Blockbuster "Lincoln" mit heiklem Polit-Fauxpas
Archivmeldung vom 08.02.2013
Bitte beachten Sie, dass die Meldung den Stand der Dinge zum Zeitpunkt ihrer Veröffentlichung am 08.02.2013 wiedergibt. Eventuelle in der Zwischenzeit veränderte Sachverhalte bleiben daher unberücksichtigt.
Freigeschaltet durch Thorsten SchmittDas zurzeit allseits gefeierte Polit-Epos "Lincoln" kann zwar beim Publikum punkten, doch Historiker und Filmprofis beklagen die große Anzahl an historischen Fehlern und regietechnischen Fauxpas. Mittlerweile hat die Filmcommunity insgesamt 30 Fehler aufgedeckt. "Lincoln" verdrängt dadurch den Bond-Streifen "Skyfall" mit 26 Fehlern auf Platz zwei in der Rangliste der 2012 produzierten Hollywood-Blockbuster. Erst kürzlich hat ein historischer Fehler sogar einen Kongress-Abgeordneten aus Connecticut zu Nachforschungen bewogen, mit einem interessanten Ergebnis.
Der Republikaner Joe Courtney hat nicht schlecht gestaunt angesichts dessen, was ihm auf der Leinwand dargeboten wurde. Zwei Vertreter aus Connecticut haben nämlich im Film gegen die Abschaffung der Sklaverei gestimmt.
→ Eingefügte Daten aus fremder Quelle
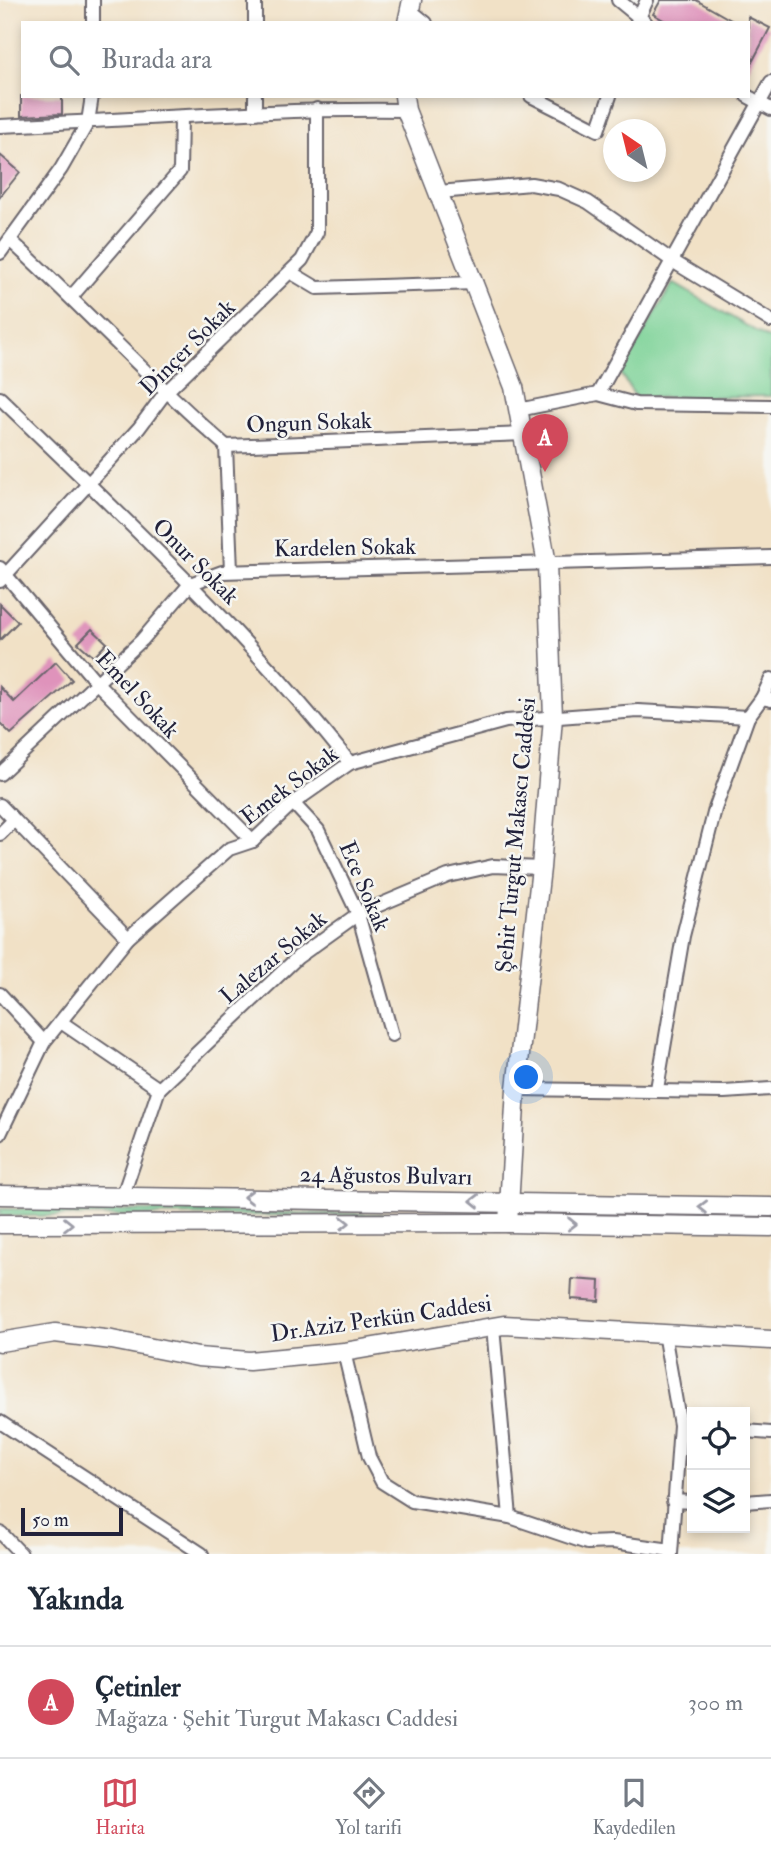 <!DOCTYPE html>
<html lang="tr">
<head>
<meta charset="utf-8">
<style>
	body { margin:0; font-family:"IM FELL Double Pica",serif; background:#f6f6f7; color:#1f2937 }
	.controls { position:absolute; right:21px; bottom:21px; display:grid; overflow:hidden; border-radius:0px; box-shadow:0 4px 10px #0003 }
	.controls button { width:63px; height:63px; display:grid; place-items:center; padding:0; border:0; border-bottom:2px solid #e0e1e3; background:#fff; color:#1f2937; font:35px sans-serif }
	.compass { position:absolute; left:603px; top:119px; width:63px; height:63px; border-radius:50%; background:#fff; box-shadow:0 4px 10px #0003; rotate:325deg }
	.scale { position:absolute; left:21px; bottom:18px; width:102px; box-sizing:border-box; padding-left:7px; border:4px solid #22223b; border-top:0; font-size:19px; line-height:24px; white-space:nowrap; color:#22223b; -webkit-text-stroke:5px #f6f6f2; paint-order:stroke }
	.you { position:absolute; left:527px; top:1078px; width:24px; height:24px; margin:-18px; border:5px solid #fff; border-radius:50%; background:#1a73e8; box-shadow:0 0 0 10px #1a73e833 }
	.badge { display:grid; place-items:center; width:46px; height:46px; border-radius:50%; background:#d1495b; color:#fff; font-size:23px; font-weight:700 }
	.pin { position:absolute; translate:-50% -58px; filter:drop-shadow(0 2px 4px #0008) }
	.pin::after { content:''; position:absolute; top:37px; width:24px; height:21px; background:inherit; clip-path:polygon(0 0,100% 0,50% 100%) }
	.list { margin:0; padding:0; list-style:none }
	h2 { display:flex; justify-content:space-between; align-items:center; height:91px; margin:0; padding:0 28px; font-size:30px }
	h2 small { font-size:23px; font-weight:400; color:#747a83 }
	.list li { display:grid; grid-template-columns:46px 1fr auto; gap:21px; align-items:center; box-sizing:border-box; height:112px; padding:0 28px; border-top:2px solid #e0e1e3 }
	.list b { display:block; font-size:26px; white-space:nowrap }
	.list p { margin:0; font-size:23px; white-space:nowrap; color:#747a83 }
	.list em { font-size:23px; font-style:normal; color:#747a83 }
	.icon { flex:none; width:38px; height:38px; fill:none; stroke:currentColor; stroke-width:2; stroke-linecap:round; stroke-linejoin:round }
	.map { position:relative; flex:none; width:771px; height:1554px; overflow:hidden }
	.search { position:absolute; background:#fff; box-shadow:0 4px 10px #0003; left:21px; right:21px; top:21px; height:77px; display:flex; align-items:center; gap:18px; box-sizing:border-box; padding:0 24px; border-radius:0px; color:#747a83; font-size:26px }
	.sheet { height:203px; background:#fff }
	nav { display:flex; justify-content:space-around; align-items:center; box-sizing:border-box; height:98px; border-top:2px solid #e0e1e3; background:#fff; font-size:19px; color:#747a83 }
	nav a { display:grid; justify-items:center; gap:4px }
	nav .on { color:#d1495b }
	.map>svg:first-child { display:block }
	.green { fill:#7cd296; stroke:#4f7a68; stroke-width:2 }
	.building { fill:#df93bb }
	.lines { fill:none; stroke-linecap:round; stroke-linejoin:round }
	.street-casing { stroke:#6a656c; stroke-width:16 }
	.secondary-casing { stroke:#6a656c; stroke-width:21 }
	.street { stroke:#fff; stroke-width:12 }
	.secondary { stroke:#fff; stroke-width:18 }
	.oneway { stroke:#9c9ca7 }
	.labels { text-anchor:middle; stroke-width:5; stroke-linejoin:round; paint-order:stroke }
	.street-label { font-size:23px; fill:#22223b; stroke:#f6f6f2 }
</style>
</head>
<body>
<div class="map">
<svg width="771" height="1554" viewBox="0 0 771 1554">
	<rect width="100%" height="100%" fill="#f6f6f2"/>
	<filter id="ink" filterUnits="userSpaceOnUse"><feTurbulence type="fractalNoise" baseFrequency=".0143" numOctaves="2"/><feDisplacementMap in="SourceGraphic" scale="14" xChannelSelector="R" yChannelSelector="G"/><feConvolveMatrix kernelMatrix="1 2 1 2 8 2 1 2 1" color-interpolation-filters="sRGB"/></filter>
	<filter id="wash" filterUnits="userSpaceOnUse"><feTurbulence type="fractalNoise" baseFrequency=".00686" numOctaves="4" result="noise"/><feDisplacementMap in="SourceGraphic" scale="28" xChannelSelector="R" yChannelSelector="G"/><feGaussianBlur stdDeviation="1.57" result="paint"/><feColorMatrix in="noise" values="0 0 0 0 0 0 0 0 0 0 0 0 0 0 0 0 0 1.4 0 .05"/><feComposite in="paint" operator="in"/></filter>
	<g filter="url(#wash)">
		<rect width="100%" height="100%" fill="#f1e1c6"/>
		<g class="green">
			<polygon points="673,283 771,340 771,396 636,398 620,373"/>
			<polygon points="0,1209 489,1215 0,1216"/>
		</g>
		<g id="blocks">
			<g class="building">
				<polygon points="661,0 696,0 736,23 669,23 653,14"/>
				<polygon points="748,17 770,28 748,70"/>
				<polygon points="21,96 62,96 62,114 21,116"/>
				<polygon points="0,155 20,172 0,197"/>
				<polygon points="0,604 18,622 0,640"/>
				<polygon points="92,629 107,643 94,657 78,643"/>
				<polygon points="56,662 72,680 11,734 0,723 0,687 14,702"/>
				<polygon points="572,1279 600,1281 599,1301 571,1299"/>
			</g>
		</g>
	</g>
	<g filter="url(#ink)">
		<use href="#blocks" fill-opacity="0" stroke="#6a656c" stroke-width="2"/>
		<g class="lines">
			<defs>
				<g id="street">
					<polyline points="93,0 93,23"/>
					<polyline points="255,0 255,23"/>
					<polyline points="618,0 646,23"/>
					<polyline points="410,10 426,23"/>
					<polyline points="637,22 647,0"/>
					<polyline points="255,96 255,113"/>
					<polyline points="531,96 598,130 610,96"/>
					<polyline points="747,96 771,109"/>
					<path d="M0,126C135,120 271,108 406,110"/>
					<polyline points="439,192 531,184 559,189 588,202 674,262 771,321"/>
					<path d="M11,241C84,308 151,381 226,446L523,434"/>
					<polyline points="0,253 61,169 88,122 92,96"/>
					<polyline points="292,273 317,288 476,283"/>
					<polyline points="72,296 180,171 181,118"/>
					<polyline points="598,394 771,82"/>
					<path d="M0,398C121,515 245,631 350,763"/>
					<polyline points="518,410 598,394 636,404 771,406"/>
					<polyline points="226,446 231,571"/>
					<polyline points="0,568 97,683 253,841"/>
					<polyline points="0,581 139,428 165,393 302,260 317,232 317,109"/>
					<polyline points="762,698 771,679"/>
					<polyline points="0,774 142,640 190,584 222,572 771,557"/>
					<polyline points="293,803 318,830 358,914 392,1035"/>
					<polyline points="0,805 128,938"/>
					<polyline points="0,834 14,820"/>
					<polyline points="0,994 44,1042"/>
					<polyline points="61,1022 159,1089"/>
					<polyline points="516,1089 724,1092 771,1089"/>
					<polyline points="657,1089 683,936 715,809 748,717"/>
					<polyline points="0,1134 44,1042 128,938 229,849 253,841 293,803 350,763 506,721 638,711 748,717 762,698 771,700"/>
					<polyline points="123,1195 159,1089 298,957 358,914 448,876 493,866 541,868"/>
					<polyline points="493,1327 510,1517"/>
					<polyline points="664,1333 680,1425 671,1554"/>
					<polyline points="344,1352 369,1457 382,1482 412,1501 510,1517 587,1543 613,1542 671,1550"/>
					<polyline points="0,1422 202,1554"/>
					<polyline points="745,1431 771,1433"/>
					<polyline points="673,1501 692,1502"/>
					<polyline points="745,1502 771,1500"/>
					<polyline points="1,1533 21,1554"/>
				</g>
				<g id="secondary">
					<polyline points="407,23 412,0"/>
					<polyline points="404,96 406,110 514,387 547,564 553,717 541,868 516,1089 508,1223"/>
					<polyline points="0,1195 771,1207"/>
					<polyline points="0,1224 508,1223 771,1227"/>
					<polyline points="0,1342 55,1333 112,1340 198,1357 249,1361 344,1352 504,1325 771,1340"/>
				</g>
			</defs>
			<use href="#street" class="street-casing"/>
			<use href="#secondary" class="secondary-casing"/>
			<use href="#street" class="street"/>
			<use href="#secondary" class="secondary"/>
		</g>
		<defs><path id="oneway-chevron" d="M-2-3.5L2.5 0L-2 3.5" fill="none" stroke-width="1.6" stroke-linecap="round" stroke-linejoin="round" transform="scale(1.75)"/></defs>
		<g class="oneway">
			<use href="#oneway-chevron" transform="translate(248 1197) rotate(-179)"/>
			<use href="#oneway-chevron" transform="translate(475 1201) rotate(-179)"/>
			<use href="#oneway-chevron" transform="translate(703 1207) rotate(-179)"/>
			<use href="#oneway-chevron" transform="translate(345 1223)"/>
			<use href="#oneway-chevron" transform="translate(68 1224)"/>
			<use href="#oneway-chevron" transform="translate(572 1224) rotate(1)"/>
		</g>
	</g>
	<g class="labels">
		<g class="street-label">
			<text transform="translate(187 347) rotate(-45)" y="8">Dinçer Sokak</text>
			<text transform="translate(309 422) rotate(-2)" y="8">Ongun Sokak</text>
			<text transform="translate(345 547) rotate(-1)" y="8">Kardelen Sokak</text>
			<text transform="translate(196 561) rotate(45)" y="8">Onur Sokak</text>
			<text transform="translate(138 694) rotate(47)" y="8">Emel Sokak</text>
			<text transform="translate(289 785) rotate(-37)" y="8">Emek Sokak</text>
			<text transform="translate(515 835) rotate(-85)" y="8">Şehit Turgut Makascı Caddesi</text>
			<text transform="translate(365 886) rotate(67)" y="8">Ece Sokak</text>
			<text transform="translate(273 957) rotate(-40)" y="8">Lalezar Sokak</text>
			<text transform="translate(386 1175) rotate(1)" y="8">24 Ağustos Bulvarı</text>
			<text transform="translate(381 1318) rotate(-8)" y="8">Dr.Aziz Perkün Caddesi</text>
		</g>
	</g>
</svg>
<div class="controls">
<button><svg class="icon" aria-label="locate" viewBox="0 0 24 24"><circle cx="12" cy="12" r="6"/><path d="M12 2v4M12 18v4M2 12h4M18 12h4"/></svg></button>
<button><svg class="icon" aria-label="layers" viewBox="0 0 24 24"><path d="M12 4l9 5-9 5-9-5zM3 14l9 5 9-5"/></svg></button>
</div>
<svg class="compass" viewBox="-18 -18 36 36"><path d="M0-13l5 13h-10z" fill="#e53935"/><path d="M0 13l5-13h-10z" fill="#747a83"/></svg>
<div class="scale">50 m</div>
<div class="you"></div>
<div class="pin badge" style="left:545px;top:472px">A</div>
<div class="search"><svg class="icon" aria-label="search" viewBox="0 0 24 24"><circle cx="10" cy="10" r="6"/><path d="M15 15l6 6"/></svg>Burada ara</div>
</div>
<section class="sheet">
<h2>Yakında<small></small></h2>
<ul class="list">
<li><span class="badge">A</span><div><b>Çetinler</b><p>Mağaza · Şehit Turgut Makascı Caddesi</p></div><em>300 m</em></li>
</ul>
</section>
<nav>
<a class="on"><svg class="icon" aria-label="map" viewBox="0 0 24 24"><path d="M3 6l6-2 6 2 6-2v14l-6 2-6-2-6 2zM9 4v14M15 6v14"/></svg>Harita</a>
<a><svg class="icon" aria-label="directions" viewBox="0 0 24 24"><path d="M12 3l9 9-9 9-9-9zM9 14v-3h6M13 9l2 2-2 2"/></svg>Yol tarifi</a>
<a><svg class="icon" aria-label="saved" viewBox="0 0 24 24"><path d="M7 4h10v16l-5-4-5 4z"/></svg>Kaydedilen</a>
</nav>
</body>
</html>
Courtney beauftragte daraufhin das Congressional Research Service mit der Frage. Dieser bestätigte seine Zweifel. Der nordöstliche Bundessstaat sprach sich 1865 - entgegen der Darstellung im Film - gegen die Sklaverei aus, ein Fauxpas, der bei genauerer Recherche leicht zu vermeiden gewesen wäre. Courtney fordert von den Verantwortlichen, in der DVD-Version die Szene zu adaptieren bzw. auf den historischen Fehler hinzuweisen, da er nicht möchte, dass der Bundesstaat auf der falschen Seite im historischen Kampf gegen die Sklaverei positioniert wird.
Doch das ist nicht der einzige Fehler, der dem Regie-Ass Steven Spielberg unterlaufen ist. So sieht der Zuschauer beispielsweise eine Büste des Präsidenten Woodrow Wilson, der in jener Zeit jedoch erst ein Kind war, ein sintflutartiger Schauer wird plötzlich zu einem kleinen Nieselregen oder es ist strahlender Sonnenschein in Washington um 17:00 Uhr an einem Novembertag zu bewundern. Der Streifen, der in den USA zu Zeiten des Bürgerkriegs spielt, ist für zwölf Oscars nominiert und gilt bei der Preisverleihung als einer der großen Favoriten.
Sensibles Vorgehen gefordert
Im Gespräch mit pressetext erklärt Filmexperte Thomas Raab von Widescreen, dass die steigende Zahl an aufgedeckten Fehlern der vergangen Jahre in erster Linie mit dem Interesse der Öffentlichkeit zusammenhängt. "Wenn man gezielt danach sucht, findet man immer etwas. Vor allem erfolgreiche Filme werden von einer großen Community dementsprechend genau unter die Lupe genommen", so Raab. Aufgrund der mitunter schnellen Verfügbarkeit von Filmen im Internet sei es einfacher geworden, Ungereimtheiten zu entdecken. Dafür gebe es sogar eigene Spezialisten. Raab glaubt deshalb nicht, dass prozentuell mehr Fehler in Filmen stecken als in der Vergangenheit.
Angefangen mit der Armbanduhr bei "Ben Hur" habe es regietechnische "Ausrutscher" schon immer gegeben. "Oftmals müssen Produzenten und Regisseure allerdings einen Kompromiss finden und treffen gewisse Entscheidungen aus dramaturgischen Gründen", sagt Raab gegenüber pressetext. Doch bei historisch und politisch sensiblen Themen sollte man bei der Umsetzung besonders sensibel umgehen, fordert der Experte.